Her tarikat kendi dervişlerine hırka giydirme merasimini bir diğerinden biraz daha farklı merasimlerle yapmıştır. Her tarikatın hırkası da diğerlerinden az çok farklılık göstermiştir. Her tarikat hırka giydirme merasimini değişik şekilde ve değişik törenlerle yapmıştır. Bazı dervişler bez parçalarından hırkalar yaparak da giymişlerdir.
Tarikata dahil olan talibin giyindiği giysileri atıp hırkaya girmesi eski huylarında, düşüncelerinden, alışkanlıklarından tecrit olacağı anlamına gelir. Bu yüzden tarikata dâhil olunca giyilen bu hırkaya “ tecrid hırkası “تجرید خرقه denir. Tarikat Şeyhi tarafından müride dua edilerek giydirilen hırka o şeyhe ve tarikata bağlı olmanın simgesel bir ifadesi olmaktadır.

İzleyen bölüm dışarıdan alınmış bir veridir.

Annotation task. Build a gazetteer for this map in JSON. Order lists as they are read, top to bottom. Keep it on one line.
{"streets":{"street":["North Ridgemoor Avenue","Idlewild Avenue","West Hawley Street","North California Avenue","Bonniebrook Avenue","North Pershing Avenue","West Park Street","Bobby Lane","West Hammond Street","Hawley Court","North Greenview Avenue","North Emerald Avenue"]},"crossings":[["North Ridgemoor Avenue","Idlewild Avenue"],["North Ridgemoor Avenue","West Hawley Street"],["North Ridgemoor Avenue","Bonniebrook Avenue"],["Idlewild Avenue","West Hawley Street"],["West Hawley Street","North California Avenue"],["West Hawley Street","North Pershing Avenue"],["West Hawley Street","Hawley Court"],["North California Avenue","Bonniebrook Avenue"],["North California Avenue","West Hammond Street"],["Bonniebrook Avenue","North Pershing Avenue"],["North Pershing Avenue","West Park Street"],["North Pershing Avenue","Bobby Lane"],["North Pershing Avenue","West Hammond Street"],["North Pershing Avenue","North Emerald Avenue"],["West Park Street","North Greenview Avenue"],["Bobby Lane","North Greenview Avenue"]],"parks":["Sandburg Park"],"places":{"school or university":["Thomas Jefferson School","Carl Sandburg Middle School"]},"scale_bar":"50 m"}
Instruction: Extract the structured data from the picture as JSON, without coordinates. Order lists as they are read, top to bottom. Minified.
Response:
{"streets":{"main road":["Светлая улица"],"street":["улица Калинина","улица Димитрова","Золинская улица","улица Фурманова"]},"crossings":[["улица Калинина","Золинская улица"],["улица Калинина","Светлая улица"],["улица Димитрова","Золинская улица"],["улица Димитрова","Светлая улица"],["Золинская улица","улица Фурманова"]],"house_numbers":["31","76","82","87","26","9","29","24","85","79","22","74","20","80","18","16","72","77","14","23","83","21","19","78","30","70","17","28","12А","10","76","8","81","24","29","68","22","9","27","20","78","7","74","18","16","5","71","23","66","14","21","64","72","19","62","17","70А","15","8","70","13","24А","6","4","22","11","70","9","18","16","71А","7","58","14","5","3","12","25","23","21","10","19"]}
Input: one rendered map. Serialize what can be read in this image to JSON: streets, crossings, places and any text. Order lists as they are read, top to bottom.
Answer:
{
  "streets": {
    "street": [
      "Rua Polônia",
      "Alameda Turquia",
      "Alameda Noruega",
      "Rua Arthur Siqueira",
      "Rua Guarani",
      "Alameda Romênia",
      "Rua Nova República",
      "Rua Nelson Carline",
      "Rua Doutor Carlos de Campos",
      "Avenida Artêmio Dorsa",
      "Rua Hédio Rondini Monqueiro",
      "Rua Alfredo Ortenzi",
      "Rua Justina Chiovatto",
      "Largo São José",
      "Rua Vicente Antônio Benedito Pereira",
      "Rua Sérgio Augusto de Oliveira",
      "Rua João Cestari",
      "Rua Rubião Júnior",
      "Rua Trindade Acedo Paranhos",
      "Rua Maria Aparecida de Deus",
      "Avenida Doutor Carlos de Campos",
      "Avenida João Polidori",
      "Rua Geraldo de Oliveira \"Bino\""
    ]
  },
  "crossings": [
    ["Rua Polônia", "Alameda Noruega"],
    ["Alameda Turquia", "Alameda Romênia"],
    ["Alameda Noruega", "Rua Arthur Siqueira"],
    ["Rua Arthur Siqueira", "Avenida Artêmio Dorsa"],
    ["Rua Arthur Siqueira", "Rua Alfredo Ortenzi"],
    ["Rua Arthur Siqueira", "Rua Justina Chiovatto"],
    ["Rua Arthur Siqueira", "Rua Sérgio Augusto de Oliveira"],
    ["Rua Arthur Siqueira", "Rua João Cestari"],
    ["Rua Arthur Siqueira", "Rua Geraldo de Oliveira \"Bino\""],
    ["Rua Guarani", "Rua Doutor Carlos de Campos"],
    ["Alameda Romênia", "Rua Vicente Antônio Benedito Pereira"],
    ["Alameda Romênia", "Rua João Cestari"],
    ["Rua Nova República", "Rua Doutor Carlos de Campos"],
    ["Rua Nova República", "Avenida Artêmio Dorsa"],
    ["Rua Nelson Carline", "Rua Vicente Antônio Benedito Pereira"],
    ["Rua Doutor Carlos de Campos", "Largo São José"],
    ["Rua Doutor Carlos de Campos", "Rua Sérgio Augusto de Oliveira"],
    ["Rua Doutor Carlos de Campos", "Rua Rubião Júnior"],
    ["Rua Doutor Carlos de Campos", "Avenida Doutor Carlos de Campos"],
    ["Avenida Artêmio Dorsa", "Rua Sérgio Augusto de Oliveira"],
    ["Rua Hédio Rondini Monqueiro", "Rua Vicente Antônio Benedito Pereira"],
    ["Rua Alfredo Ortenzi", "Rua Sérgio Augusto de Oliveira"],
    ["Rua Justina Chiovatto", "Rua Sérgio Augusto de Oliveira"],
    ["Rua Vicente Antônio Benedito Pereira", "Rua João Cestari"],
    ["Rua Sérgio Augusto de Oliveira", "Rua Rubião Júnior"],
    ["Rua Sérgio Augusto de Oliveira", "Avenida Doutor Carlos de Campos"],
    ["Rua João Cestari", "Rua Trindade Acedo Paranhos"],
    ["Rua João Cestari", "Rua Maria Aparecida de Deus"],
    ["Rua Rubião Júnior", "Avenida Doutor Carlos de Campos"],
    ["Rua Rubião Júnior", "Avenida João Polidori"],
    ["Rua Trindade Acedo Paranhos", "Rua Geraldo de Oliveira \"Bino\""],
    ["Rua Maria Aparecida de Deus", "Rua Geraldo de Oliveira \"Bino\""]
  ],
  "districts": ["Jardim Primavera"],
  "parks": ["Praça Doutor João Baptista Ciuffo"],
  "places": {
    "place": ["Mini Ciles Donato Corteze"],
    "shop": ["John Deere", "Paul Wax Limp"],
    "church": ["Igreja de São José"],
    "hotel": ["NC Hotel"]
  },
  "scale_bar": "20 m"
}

Hz Peygamberin giydiği hırkaya Hırka- i Şerif veya Hırka-i Saâdet denilir.
Eşcâr-ı bâğ hırka-i tecrîde girdiler
Bâd-ı hazân çemende el aldı çenârdan Baki
Mi’râc gecesi Ahmed’in döndürdüm arşta na’linin
Üveys ile giydim hırka Mansur’la urganda idim Âlim Yıldız [1]
Tarikat hırkasını, çevre edinmek ve menfaat temin etmek için giyenler de vardı. Tarikata bu amaçla girerek derviş olanlaın giydiği hırkaya ise “ salüs” yani “ riyakârlık hırkası” denirdi. [2]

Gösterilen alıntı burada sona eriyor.